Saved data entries
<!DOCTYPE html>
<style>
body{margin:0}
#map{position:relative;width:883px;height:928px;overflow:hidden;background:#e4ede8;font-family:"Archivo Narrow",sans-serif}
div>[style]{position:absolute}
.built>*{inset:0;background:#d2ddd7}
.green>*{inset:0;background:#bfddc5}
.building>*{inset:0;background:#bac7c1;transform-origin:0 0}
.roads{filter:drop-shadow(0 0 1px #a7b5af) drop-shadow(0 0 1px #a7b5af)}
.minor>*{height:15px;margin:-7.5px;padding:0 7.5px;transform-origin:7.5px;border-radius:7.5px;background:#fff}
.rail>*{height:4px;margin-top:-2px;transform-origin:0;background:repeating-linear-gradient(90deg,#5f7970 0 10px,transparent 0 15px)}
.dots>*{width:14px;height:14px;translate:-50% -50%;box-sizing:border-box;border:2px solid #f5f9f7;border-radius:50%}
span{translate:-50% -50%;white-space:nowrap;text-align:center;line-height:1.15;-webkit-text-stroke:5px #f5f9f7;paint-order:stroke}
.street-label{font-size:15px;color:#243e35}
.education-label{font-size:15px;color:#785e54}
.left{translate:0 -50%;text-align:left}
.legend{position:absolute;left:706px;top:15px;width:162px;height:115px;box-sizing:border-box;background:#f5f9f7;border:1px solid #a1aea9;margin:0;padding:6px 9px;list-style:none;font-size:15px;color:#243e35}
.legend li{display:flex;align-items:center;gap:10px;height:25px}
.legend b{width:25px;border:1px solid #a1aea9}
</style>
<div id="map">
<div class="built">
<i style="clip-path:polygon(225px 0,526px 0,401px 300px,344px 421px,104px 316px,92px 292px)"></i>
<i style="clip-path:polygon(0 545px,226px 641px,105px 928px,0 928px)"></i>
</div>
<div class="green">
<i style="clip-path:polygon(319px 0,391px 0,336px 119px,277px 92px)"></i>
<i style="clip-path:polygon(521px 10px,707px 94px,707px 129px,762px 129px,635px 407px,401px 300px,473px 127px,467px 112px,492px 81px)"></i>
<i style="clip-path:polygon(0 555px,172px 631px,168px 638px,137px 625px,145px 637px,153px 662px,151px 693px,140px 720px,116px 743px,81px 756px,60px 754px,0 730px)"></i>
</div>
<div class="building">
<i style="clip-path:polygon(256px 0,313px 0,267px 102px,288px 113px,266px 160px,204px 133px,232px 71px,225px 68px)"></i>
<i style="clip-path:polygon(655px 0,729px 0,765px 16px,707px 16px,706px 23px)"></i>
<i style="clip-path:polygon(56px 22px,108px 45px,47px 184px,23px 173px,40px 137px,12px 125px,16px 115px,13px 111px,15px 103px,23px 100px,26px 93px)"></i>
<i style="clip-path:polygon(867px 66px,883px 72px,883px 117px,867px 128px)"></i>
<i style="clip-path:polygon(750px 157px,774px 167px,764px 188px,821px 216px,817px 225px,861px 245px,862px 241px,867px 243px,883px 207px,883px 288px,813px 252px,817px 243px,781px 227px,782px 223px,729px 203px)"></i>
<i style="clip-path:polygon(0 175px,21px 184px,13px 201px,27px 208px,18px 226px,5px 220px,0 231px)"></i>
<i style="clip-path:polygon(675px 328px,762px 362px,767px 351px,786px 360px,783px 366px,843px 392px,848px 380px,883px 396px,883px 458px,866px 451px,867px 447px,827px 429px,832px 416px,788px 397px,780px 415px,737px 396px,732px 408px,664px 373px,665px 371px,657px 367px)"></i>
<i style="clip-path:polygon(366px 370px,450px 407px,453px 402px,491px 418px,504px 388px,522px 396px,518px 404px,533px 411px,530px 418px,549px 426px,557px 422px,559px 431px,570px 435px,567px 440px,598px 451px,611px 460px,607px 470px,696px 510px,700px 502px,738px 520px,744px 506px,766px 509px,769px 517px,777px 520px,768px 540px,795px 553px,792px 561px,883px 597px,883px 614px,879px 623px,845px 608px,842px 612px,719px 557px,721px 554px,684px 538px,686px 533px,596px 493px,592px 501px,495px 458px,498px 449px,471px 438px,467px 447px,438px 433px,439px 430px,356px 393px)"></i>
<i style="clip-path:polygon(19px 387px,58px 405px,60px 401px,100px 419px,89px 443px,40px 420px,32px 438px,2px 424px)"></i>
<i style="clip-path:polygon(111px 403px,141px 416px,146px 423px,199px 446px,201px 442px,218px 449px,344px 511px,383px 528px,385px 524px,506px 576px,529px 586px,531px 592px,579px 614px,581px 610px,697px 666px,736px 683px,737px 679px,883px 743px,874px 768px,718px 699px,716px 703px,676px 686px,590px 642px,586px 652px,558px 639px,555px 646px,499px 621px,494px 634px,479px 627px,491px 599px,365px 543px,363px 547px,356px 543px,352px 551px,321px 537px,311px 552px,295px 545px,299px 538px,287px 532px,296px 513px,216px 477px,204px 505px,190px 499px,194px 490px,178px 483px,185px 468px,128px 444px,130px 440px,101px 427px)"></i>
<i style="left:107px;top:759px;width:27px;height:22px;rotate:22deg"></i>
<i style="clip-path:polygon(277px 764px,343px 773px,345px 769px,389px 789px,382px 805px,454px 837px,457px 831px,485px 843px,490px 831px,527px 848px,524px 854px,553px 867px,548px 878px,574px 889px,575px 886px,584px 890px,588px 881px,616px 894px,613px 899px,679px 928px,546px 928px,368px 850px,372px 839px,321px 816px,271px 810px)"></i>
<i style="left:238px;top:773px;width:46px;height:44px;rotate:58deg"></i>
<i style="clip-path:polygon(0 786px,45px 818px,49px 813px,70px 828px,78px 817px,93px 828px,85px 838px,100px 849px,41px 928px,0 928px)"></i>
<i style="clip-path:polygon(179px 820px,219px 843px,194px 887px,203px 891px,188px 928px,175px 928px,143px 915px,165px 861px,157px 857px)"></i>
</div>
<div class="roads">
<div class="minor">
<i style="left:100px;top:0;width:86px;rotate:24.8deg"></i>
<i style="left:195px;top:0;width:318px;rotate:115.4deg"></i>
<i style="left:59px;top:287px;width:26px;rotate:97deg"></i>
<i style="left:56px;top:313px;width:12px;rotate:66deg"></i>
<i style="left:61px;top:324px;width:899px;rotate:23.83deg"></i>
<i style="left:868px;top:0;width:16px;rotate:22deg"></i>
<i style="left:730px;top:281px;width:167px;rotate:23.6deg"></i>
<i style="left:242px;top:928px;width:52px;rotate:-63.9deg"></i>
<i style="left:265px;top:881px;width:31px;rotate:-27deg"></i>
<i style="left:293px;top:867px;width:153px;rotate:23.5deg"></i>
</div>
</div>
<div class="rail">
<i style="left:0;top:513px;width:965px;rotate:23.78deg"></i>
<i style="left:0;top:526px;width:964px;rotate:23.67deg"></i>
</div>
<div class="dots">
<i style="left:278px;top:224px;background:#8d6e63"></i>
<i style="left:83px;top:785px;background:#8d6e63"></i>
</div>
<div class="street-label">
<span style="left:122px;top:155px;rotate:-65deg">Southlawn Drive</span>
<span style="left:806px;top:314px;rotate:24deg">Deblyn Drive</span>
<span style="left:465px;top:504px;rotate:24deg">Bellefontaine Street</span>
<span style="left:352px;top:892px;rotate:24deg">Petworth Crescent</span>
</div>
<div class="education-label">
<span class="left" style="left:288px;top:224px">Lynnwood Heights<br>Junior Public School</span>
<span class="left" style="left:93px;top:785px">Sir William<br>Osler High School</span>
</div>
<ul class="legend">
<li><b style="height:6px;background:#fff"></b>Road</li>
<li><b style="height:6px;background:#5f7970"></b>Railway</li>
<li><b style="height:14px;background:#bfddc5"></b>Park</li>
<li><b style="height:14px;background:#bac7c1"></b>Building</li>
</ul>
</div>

- _Required action_:
Only the lines that contain the string "origin" are to be copied from the records.

- _Exercise result_:
.building>*{inset:0;background:#bac7c1;transform-origin:0 0}
.minor>*{height:15px;margin:-7.5px;padding:0 7.5px;transform-origin:7.5px;border-radius:7.5px;background:#fff}
.rail>*{height:4px;margin-top:-2px;transform-origin:0;background:repeating-linear-gradient(90deg,#5f7970 0 10px,transparent 0 15px)}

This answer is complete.